Supplied data:
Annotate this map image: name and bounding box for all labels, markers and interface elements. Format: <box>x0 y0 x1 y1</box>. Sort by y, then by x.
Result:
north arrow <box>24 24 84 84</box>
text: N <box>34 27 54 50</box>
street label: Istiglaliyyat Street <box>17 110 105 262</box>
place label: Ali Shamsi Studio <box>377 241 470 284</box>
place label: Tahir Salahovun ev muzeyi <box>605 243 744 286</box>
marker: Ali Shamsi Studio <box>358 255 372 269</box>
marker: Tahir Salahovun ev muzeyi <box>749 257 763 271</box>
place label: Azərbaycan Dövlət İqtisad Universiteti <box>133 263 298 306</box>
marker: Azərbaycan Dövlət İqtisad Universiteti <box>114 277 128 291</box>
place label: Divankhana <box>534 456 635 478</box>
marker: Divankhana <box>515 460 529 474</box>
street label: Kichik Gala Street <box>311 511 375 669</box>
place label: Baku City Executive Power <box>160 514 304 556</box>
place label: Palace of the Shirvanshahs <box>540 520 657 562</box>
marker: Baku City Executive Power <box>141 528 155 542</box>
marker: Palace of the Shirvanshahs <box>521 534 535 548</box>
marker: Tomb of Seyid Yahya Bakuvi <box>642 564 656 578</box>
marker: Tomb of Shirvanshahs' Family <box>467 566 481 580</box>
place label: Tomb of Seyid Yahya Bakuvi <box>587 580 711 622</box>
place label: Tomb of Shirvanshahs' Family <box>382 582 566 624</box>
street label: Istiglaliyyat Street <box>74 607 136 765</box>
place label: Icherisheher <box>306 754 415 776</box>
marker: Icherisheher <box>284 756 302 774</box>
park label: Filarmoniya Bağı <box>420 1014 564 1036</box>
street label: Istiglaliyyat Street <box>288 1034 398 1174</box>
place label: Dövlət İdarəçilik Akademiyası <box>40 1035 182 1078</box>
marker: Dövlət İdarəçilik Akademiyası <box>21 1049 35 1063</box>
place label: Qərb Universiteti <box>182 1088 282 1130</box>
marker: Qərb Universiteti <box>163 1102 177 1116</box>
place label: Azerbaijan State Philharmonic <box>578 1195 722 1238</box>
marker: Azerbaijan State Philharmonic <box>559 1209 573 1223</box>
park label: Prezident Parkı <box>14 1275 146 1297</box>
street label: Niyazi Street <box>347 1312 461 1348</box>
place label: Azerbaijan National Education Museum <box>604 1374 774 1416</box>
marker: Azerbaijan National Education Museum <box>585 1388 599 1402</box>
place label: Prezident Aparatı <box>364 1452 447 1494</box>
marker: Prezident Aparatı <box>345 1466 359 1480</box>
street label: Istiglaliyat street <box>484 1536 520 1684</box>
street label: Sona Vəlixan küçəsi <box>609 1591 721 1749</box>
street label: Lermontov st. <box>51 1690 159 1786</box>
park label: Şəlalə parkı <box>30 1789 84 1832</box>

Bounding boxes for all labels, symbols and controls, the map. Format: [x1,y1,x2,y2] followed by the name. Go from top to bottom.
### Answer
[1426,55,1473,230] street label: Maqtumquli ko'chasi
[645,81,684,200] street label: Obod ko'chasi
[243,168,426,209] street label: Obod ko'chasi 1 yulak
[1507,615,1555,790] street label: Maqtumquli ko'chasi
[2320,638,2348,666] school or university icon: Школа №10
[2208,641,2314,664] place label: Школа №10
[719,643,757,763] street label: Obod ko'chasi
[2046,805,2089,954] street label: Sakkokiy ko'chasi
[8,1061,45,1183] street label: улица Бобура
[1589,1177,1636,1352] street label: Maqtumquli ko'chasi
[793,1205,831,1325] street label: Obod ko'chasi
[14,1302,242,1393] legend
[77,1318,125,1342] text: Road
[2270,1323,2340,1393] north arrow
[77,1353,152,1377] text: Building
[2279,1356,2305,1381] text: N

Work instruction: Search the listing for the string "Tomb". Copy each line where it is found.

Answer to this problem:
marker: Tomb of Seyid Yahya Bakuvi <box>642 564 656 578</box>
marker: Tomb of Shirvanshahs' Family <box>467 566 481 580</box>
place label: Tomb of Seyid Yahya Bakuvi <box>587 580 711 622</box>
place label: Tomb of Shirvanshahs' Family <box>382 582 566 624</box>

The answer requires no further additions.